Your objective: Repeat the stretch of entries below from the line with "ctx.rotate((+turn || 0) * Math.PI / 180);" through the line with "M 821,58 L 826,67". Include both ends and add nothing.

Records provided:
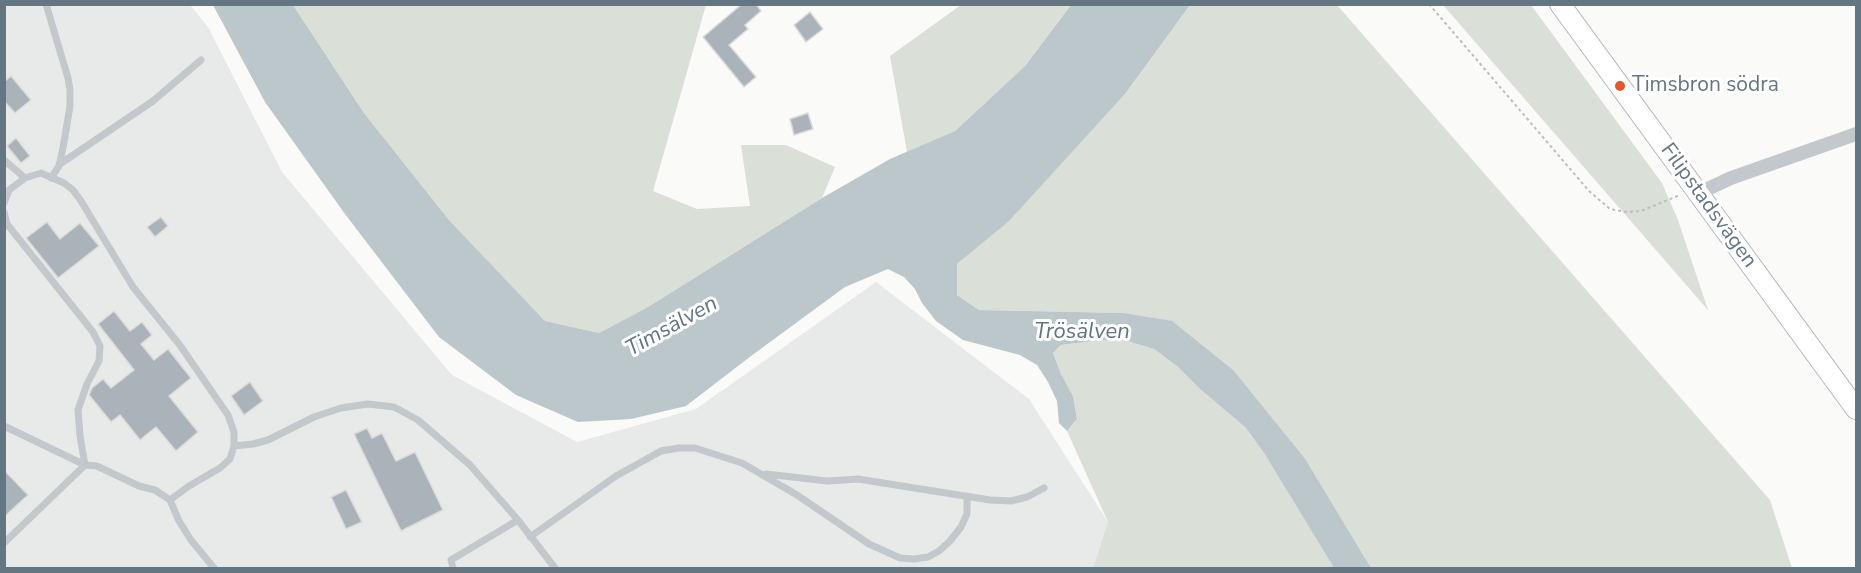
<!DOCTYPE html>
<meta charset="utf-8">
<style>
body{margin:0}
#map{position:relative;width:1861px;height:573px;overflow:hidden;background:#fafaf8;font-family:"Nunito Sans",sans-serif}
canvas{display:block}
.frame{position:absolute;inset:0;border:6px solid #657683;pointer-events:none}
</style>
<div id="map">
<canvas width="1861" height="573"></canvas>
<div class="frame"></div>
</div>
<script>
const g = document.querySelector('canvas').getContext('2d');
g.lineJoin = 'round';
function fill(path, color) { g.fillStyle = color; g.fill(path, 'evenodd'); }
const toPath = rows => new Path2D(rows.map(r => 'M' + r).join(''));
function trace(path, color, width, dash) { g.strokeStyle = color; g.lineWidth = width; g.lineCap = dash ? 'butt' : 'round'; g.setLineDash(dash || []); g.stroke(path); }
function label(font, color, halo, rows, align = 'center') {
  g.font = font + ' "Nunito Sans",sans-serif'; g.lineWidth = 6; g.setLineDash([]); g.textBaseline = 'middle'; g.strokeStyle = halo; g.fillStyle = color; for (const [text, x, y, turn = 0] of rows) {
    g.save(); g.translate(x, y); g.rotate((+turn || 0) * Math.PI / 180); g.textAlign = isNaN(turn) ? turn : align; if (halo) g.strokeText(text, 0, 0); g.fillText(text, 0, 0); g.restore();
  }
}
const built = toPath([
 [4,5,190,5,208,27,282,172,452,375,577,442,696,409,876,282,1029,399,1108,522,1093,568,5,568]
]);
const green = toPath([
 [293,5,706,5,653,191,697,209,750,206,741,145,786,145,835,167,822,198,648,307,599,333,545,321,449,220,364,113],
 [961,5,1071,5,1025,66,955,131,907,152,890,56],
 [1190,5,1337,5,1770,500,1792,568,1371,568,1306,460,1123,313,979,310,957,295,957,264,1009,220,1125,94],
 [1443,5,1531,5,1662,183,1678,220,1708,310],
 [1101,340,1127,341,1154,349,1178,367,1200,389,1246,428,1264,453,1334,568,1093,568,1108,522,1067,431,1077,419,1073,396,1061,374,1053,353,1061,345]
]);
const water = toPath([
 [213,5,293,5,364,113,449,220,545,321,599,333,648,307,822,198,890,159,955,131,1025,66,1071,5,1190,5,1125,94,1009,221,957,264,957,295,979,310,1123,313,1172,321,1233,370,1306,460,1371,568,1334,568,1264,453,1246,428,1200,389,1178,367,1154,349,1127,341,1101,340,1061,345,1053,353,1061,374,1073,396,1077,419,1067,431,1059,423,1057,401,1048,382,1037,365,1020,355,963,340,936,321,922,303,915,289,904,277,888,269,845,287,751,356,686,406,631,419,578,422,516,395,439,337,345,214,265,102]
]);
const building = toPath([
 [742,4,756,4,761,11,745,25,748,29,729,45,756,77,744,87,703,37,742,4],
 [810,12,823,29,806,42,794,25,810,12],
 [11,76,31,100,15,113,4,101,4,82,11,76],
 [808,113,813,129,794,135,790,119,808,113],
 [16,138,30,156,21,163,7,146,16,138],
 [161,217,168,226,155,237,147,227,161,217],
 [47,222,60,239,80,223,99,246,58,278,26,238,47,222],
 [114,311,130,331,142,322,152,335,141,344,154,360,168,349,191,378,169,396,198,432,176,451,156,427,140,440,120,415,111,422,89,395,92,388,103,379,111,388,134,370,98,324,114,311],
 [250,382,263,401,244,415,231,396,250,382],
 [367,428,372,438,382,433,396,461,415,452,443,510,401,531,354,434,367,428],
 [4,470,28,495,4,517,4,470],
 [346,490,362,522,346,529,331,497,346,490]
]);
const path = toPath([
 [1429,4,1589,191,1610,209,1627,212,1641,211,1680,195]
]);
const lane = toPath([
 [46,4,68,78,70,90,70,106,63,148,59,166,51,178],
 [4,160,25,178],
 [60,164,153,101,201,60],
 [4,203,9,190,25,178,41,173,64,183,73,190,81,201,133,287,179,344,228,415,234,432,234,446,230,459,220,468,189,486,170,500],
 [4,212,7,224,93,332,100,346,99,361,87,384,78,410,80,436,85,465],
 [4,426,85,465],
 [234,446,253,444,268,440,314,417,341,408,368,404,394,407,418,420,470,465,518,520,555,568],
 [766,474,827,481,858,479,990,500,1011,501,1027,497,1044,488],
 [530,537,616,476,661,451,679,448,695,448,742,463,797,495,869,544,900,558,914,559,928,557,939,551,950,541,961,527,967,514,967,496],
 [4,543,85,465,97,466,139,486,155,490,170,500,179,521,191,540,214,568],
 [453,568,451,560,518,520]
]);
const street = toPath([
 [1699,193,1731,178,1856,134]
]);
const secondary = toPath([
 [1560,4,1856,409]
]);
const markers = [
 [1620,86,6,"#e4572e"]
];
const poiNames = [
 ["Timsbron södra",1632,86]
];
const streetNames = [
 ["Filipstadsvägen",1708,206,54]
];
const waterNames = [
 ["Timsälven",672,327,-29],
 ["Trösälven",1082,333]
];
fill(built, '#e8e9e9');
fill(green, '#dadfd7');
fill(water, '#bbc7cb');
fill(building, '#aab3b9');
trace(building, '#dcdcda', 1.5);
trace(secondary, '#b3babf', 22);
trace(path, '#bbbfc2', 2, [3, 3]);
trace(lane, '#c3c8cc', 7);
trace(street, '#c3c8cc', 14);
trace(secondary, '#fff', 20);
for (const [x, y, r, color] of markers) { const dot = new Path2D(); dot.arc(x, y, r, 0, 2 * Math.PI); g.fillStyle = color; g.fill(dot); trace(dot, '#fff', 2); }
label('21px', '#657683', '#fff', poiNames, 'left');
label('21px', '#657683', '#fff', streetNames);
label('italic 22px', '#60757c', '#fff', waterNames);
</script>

...

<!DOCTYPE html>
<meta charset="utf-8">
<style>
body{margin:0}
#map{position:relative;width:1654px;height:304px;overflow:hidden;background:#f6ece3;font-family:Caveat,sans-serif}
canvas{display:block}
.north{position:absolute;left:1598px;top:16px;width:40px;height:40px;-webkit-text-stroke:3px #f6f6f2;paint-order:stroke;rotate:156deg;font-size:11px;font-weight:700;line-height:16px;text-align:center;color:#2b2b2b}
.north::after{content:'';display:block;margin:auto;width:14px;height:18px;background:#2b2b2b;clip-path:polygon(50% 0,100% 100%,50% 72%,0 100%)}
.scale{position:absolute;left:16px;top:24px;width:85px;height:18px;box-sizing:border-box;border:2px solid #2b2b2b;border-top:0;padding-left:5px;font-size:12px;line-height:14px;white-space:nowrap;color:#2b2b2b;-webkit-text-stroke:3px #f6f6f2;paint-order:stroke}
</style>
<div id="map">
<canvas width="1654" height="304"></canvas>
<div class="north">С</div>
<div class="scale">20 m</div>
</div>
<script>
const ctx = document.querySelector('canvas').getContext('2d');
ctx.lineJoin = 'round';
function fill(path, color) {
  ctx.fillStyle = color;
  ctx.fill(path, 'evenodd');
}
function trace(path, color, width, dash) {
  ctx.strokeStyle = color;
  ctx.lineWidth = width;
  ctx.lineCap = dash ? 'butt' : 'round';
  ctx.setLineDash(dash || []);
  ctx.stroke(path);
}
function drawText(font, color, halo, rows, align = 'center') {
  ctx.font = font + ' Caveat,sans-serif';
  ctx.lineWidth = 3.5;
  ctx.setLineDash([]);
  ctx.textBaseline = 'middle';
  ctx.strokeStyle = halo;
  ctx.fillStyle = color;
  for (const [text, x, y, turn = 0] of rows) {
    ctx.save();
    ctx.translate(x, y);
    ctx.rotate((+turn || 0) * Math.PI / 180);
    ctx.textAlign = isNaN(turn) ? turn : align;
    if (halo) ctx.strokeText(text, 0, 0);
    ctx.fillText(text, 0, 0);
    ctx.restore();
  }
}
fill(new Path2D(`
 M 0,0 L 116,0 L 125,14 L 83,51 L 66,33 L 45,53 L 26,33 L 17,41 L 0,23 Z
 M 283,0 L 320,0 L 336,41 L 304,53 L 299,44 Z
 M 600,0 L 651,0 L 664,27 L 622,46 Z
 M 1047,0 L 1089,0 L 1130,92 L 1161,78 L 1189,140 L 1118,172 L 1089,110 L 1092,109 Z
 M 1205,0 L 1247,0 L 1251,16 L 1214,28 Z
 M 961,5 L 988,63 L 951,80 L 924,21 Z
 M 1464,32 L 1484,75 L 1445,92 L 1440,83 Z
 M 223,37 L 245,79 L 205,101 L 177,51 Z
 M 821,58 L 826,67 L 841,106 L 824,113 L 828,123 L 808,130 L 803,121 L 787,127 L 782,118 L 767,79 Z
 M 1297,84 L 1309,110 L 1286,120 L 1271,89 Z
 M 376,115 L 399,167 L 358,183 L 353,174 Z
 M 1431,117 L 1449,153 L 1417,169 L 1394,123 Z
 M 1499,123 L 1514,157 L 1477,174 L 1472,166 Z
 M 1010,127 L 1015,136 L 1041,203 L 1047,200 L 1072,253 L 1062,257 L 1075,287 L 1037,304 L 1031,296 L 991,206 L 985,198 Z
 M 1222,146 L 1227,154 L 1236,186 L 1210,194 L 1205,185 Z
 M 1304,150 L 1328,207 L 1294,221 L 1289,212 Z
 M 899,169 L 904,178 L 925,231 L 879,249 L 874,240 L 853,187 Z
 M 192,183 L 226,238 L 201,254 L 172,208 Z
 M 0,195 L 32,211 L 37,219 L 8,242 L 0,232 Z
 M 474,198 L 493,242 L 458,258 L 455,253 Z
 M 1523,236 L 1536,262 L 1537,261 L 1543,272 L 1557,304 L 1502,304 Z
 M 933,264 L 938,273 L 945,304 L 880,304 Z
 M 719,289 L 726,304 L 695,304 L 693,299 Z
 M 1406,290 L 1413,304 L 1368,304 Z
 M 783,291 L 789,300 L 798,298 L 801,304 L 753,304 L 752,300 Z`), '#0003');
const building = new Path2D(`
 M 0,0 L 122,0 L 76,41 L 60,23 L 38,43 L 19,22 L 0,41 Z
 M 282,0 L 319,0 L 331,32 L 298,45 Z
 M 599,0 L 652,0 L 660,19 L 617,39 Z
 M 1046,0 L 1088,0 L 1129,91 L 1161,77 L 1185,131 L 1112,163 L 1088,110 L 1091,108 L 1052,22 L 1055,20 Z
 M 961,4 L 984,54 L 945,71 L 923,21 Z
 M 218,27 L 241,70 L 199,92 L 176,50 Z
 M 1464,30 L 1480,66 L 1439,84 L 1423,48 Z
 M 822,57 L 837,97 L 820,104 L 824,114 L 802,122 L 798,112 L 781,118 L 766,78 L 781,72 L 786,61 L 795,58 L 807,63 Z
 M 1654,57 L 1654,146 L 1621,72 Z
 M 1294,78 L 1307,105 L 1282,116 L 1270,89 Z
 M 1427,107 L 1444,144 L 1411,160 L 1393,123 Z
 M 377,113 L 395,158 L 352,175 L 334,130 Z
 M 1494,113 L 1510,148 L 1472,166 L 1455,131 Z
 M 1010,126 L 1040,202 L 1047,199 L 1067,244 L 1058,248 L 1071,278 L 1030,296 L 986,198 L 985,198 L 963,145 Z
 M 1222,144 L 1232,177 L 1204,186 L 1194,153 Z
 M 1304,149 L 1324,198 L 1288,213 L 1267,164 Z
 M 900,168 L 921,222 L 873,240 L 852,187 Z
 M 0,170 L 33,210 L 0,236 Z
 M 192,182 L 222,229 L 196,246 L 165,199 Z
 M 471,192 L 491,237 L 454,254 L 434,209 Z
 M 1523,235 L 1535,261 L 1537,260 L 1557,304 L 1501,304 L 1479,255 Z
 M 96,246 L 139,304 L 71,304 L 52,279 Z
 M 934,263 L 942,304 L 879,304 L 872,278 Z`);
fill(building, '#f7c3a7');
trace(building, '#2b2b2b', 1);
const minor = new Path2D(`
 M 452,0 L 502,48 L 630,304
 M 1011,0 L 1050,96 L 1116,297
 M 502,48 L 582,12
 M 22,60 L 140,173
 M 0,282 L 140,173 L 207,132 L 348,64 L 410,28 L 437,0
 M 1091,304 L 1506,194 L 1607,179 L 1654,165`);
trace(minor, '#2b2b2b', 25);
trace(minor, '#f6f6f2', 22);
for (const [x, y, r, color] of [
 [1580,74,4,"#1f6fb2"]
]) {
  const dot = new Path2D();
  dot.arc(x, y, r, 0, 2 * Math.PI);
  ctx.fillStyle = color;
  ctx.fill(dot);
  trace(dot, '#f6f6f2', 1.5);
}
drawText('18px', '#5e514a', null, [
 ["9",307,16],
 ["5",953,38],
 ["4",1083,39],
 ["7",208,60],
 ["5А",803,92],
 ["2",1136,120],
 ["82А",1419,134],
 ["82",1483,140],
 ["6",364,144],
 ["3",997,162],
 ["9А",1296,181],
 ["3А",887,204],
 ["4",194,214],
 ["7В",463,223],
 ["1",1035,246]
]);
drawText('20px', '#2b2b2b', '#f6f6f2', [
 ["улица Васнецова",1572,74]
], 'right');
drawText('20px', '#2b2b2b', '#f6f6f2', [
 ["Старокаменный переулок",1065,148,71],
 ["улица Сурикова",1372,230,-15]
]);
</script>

Result for this task:
    ctx.rotate((+turn || 0) * Math.PI / 180);
    ctx.textAlign = isNaN(turn) ? turn : align;
    if (halo) ctx.strokeText(text, 0, 0);
    ctx.fillText(text, 0, 0);
    ctx.restore();
  }
}
fill(new Path2D(`
 M 0,0 L 116,0 L 125,14 L 83,51 L 66,33 L 45,53 L 26,33 L 17,41 L 0,23 Z
 M 283,0 L 320,0 L 336,41 L 304,53 L 299,44 Z
 M 600,0 L 651,0 L 664,27 L 622,46 Z
 M 1047,0 L 1089,0 L 1130,92 L 1161,78 L 1189,140 L 1118,172 L 1089,110 L 1092,109 Z
 M 1205,0 L 1247,0 L 1251,16 L 1214,28 Z
 M 961,5 L 988,63 L 951,80 L 924,21 Z
 M 1464,32 L 1484,75 L 1445,92 L 1440,83 Z
 M 223,37 L 245,79 L 205,101 L 177,51 Z
 M 821,58 L 826,67 L 841,106 L 824,113 L 828,123 L 808,130 L 803,121 L 787,127 L 782,118 L 767,79 Z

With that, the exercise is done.